◆ What to produce
Whenever a line of the data below holds the string "lists", copy that line.

◆ Data for the task

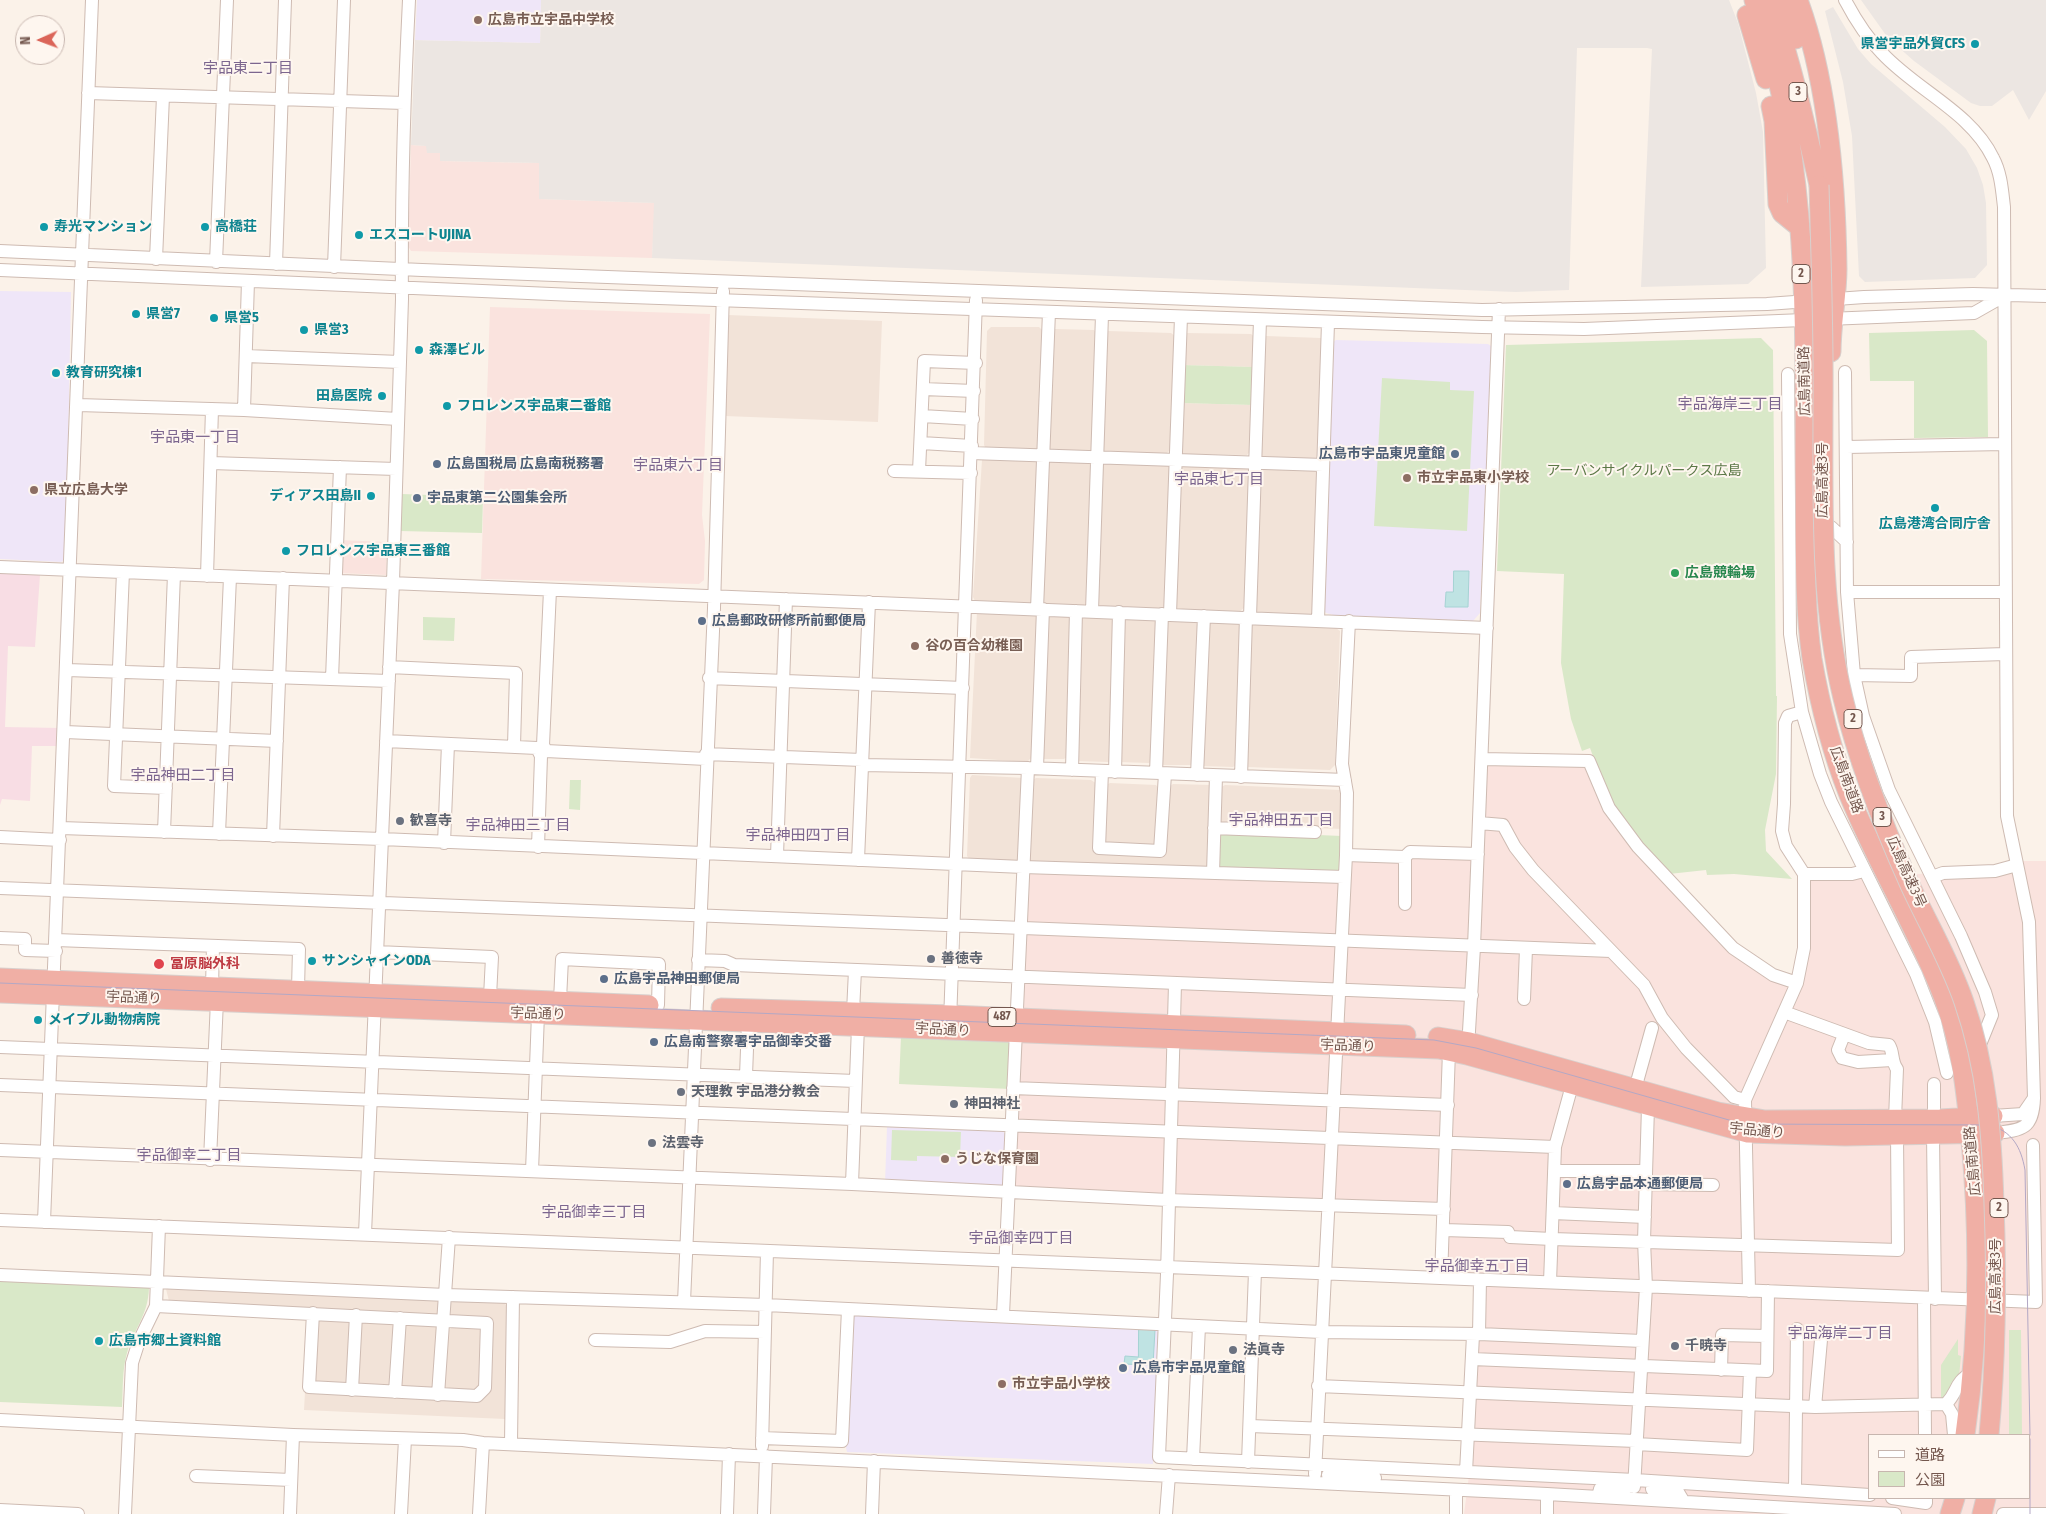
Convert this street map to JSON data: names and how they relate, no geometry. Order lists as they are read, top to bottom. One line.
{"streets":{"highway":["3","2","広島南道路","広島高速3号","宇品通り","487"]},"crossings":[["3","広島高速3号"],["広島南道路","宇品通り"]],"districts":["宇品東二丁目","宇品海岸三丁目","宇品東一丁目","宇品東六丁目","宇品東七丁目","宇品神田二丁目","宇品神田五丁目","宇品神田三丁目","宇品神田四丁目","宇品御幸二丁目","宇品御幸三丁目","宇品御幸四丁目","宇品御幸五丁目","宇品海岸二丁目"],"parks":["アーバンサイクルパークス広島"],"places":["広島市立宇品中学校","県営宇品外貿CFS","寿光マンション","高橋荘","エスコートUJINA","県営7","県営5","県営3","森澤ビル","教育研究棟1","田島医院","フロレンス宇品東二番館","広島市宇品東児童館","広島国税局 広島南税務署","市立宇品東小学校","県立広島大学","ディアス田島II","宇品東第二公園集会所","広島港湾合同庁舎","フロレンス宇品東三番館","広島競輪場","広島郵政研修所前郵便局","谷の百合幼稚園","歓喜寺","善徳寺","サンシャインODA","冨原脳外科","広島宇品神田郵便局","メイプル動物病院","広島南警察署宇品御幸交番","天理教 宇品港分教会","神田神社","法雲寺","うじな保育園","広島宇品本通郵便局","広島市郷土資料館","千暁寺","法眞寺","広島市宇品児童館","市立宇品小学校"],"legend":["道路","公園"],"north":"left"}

* * *

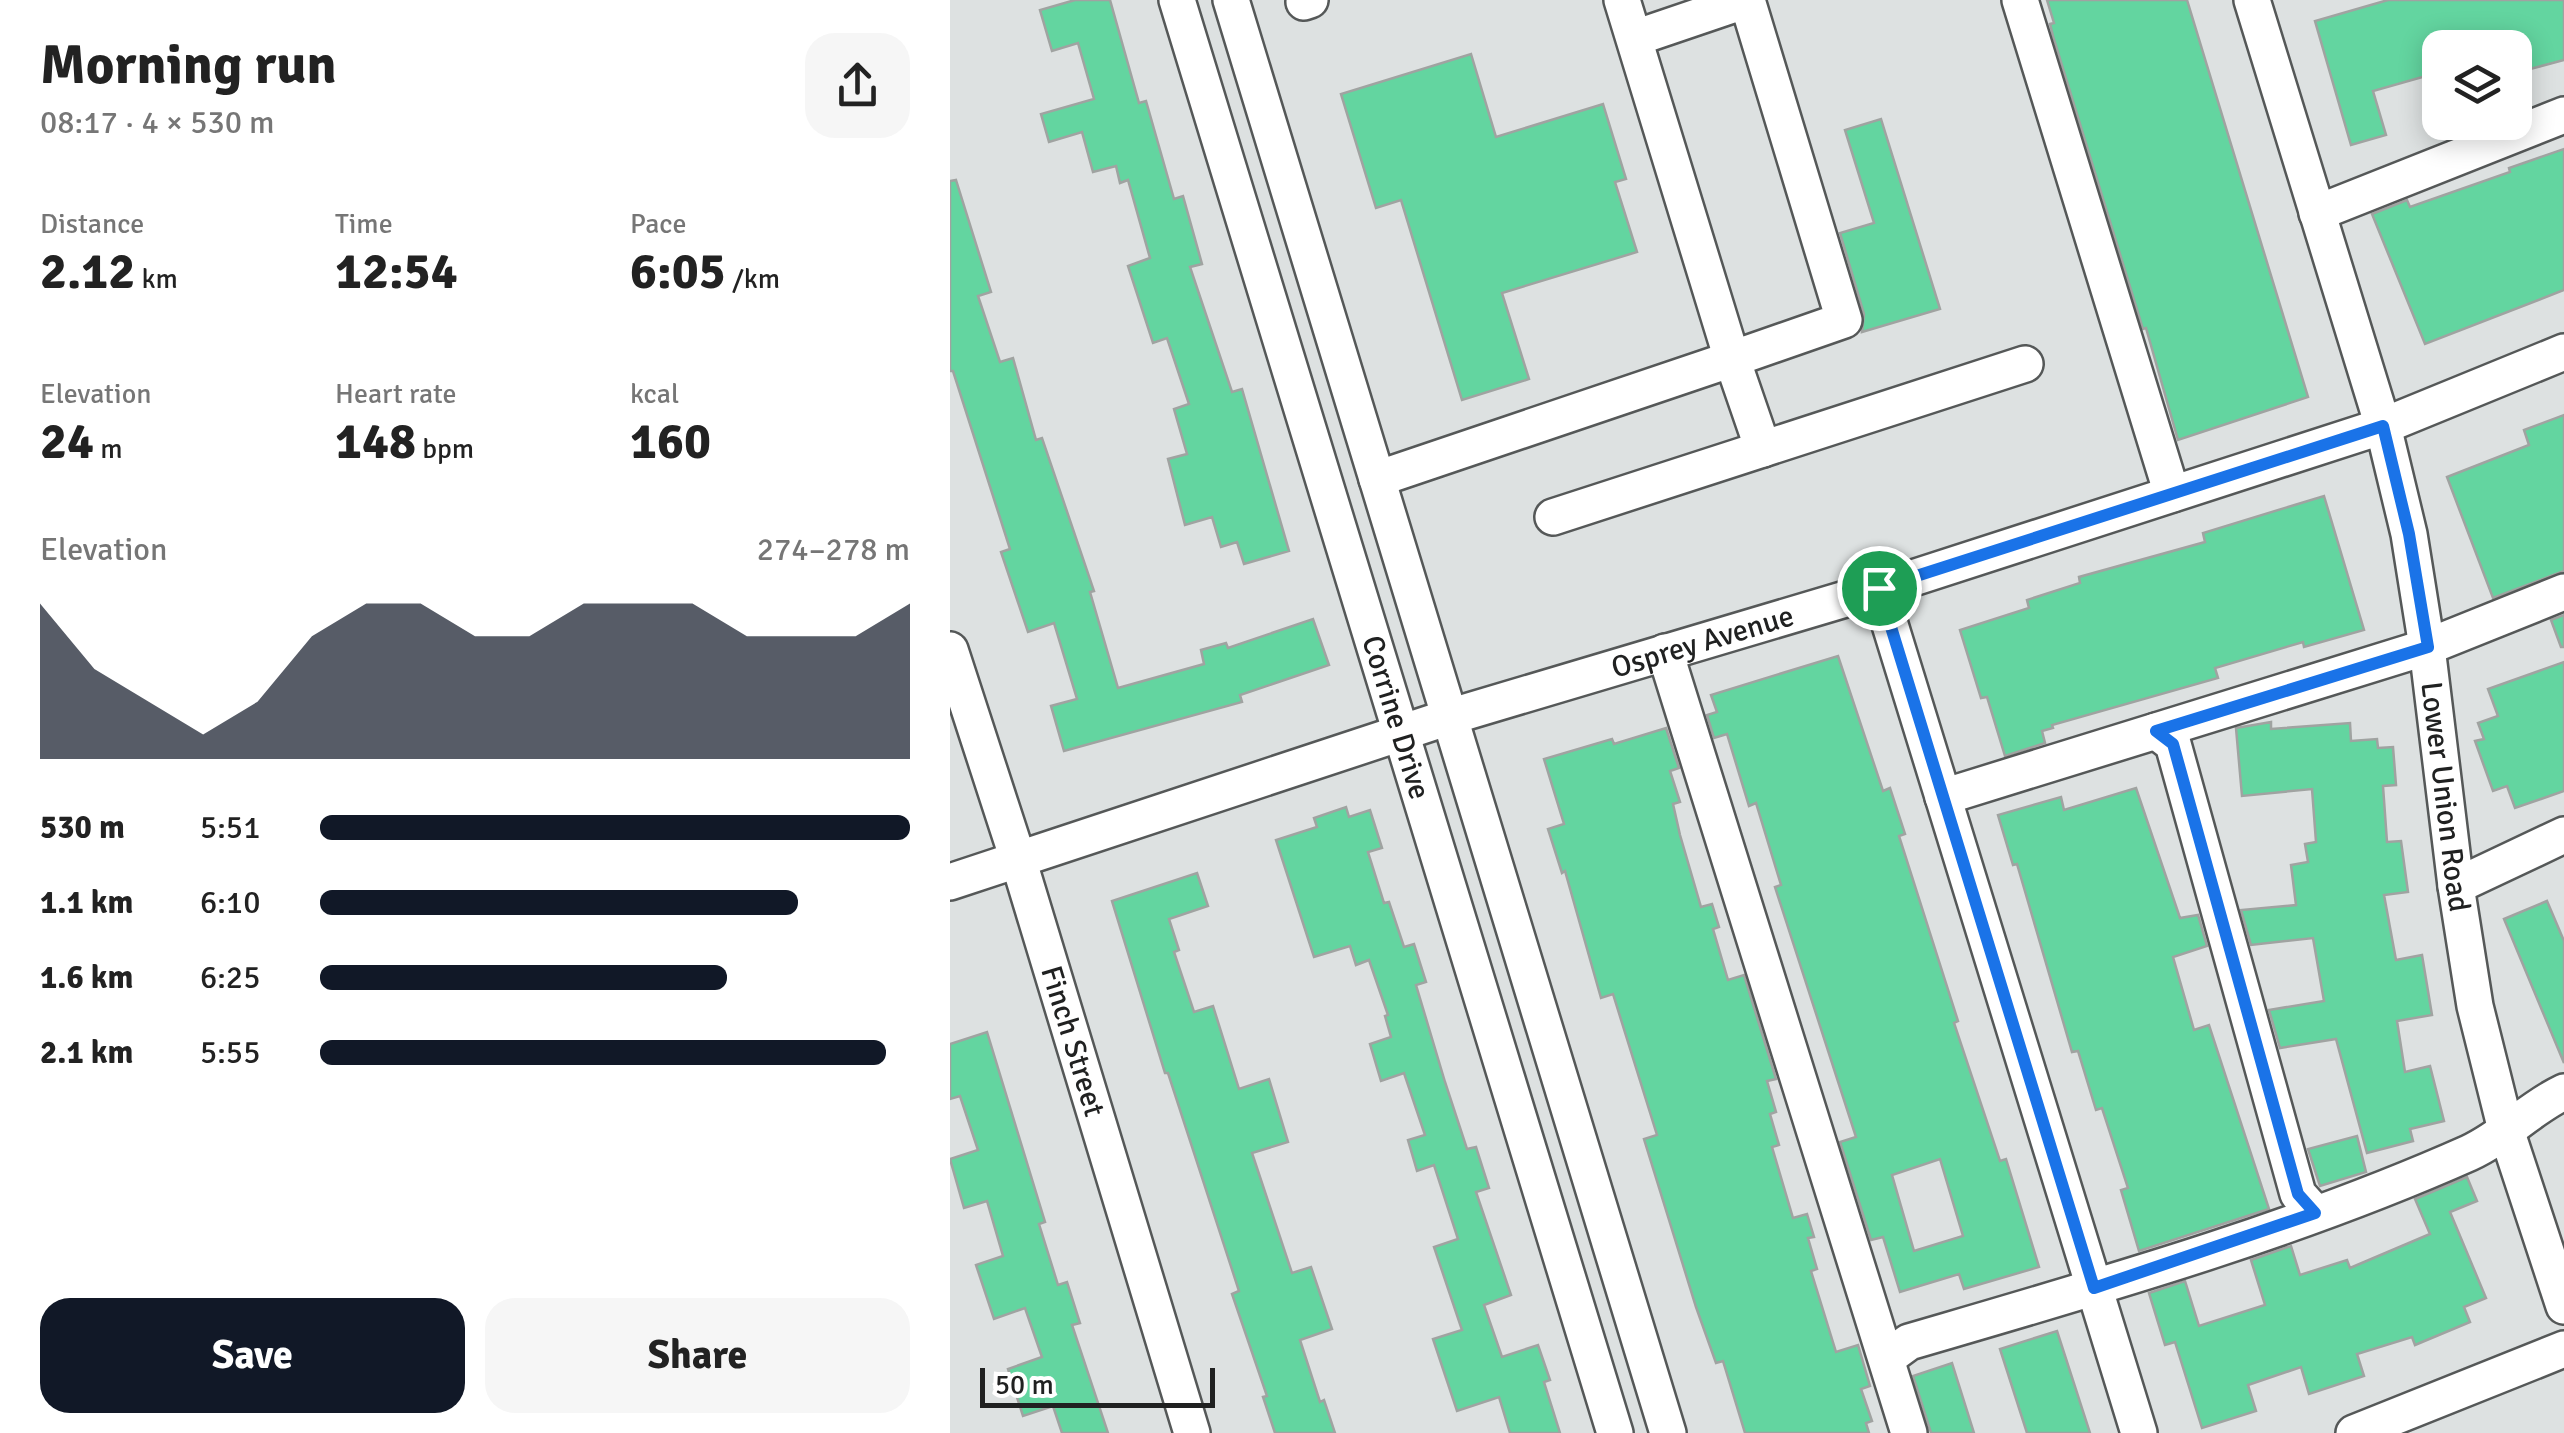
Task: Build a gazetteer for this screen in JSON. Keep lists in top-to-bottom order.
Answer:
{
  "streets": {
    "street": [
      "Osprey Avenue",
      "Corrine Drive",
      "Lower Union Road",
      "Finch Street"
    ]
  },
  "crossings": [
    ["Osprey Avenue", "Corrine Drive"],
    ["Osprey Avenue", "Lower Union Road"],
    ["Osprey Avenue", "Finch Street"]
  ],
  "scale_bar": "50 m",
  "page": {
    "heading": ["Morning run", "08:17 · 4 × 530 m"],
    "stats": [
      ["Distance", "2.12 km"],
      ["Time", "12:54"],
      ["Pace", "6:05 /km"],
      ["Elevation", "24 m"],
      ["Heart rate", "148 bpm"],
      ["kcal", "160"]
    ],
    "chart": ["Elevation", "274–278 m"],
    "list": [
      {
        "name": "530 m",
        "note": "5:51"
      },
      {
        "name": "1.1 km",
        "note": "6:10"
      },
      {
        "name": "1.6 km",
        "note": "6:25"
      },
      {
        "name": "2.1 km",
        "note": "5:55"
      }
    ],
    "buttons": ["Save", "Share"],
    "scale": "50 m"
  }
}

◆ Response box
Convert this street map to JSON data: names and how they relate, no geometry. Order lists as they are read, top to bottom. One line.
Task: Build a gazetteer for this screen in JSON. Keep lists in top-to-bottom order.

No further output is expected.